Token declarations are just a token name followed by a newline. Token names are written in all caps, but do not start with an underscore. Token declarations are useful when you want to use custom code to emit tokens. For example, the Python grammar contains INDENT and DEDENT tokens, but those don't correspond to regular expressions:

IDENT
DEDENT

Token Definitions

Token definitions look like this:

WHITE_SPACE: {self.ws}? (' ' | '\t' | '\n')+ @ignore

Token declarations can contain all the elements from fragments. They can also contain tags (like @ignore) and predicates (like {self.ws}) which are explained on the advanced features page.
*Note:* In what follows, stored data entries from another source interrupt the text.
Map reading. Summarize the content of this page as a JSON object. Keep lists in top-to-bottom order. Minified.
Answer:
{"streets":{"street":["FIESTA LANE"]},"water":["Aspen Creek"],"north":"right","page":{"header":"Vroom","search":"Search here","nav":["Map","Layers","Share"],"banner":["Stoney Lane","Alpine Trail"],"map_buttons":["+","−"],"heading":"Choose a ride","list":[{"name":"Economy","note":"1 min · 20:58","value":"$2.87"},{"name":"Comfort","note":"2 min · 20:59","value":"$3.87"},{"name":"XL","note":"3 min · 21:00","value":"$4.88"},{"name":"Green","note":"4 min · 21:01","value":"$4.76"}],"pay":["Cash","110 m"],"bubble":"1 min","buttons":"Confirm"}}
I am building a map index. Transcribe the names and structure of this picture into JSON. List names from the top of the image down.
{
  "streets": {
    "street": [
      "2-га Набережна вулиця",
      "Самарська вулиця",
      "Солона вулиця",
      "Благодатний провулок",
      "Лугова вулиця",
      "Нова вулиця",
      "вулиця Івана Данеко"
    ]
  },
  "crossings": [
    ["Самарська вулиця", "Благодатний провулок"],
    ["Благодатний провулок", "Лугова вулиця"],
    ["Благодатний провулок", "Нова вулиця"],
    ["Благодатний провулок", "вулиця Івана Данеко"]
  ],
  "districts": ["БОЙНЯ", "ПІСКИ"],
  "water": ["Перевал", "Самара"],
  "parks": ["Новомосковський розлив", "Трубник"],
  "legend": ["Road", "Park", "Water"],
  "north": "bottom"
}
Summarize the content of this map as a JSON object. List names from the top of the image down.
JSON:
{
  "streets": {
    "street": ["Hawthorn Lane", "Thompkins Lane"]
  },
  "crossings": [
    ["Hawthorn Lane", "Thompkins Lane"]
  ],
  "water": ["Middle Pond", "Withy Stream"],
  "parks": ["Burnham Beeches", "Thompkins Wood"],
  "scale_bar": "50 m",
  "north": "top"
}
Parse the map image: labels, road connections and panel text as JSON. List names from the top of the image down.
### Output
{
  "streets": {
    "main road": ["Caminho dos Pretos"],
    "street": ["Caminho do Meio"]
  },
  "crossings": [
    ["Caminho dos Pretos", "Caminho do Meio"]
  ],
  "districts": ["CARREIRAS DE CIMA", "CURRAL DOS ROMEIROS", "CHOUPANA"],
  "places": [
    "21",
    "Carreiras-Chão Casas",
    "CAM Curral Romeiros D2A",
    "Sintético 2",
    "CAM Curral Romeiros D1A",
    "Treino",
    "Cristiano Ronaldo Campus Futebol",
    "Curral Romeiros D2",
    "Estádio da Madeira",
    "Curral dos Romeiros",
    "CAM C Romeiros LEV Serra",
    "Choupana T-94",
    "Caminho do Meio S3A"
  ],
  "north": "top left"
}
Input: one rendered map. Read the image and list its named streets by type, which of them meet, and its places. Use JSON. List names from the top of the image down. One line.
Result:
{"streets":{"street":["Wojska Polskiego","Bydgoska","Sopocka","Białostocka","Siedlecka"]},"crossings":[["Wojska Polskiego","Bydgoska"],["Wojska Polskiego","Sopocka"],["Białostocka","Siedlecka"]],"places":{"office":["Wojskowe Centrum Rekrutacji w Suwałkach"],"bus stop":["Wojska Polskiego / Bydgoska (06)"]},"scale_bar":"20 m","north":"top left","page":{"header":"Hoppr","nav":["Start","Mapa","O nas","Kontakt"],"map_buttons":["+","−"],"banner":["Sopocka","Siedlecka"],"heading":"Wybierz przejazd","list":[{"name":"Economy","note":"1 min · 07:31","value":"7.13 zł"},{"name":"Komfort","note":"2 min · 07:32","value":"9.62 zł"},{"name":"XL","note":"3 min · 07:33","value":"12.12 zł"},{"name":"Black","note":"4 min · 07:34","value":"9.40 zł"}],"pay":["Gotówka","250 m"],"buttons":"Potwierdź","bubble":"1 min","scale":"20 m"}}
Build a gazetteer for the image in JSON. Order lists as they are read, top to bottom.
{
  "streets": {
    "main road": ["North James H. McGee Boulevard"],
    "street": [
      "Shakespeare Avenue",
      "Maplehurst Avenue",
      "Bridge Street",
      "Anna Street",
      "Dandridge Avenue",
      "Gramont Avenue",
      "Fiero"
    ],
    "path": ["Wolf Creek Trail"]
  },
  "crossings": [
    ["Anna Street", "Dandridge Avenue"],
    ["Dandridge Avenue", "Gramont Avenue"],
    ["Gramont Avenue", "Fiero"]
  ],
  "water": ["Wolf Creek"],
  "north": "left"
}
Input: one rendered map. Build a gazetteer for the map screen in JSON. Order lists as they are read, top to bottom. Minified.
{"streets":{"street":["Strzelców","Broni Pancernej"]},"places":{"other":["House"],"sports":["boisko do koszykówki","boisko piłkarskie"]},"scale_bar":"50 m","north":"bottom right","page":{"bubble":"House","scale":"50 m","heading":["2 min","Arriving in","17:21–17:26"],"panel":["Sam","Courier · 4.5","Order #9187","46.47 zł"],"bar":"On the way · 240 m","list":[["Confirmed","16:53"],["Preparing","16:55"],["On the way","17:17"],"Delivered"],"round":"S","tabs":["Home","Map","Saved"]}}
Unlike fragment definitions, token definitions cannot reference other token definitions.

Rule Definitions

Fragment definitions, token declarations, and token definitions all describe tokenization. Rule definitions describe parsing.

expr
  : INT
  | '(' expr ')'
  | expr '**' expr !right_assoc
  | '-' expr
  | expr ('*' | '/') expr
  | expr ('+' | '-') expr

Rule must contain at least one lowercase letter and cannot start with an underscore. Rule definitions can contains references to other rules, themselves, and tokens, but cannot reference fragments directly. Rules can contain directives (!right_assoc), but only at the top level (so rule: a (b | c !right_assoc) | d would not be allowed). Any definitions can extend past a single line, but subsequent lines must be indented.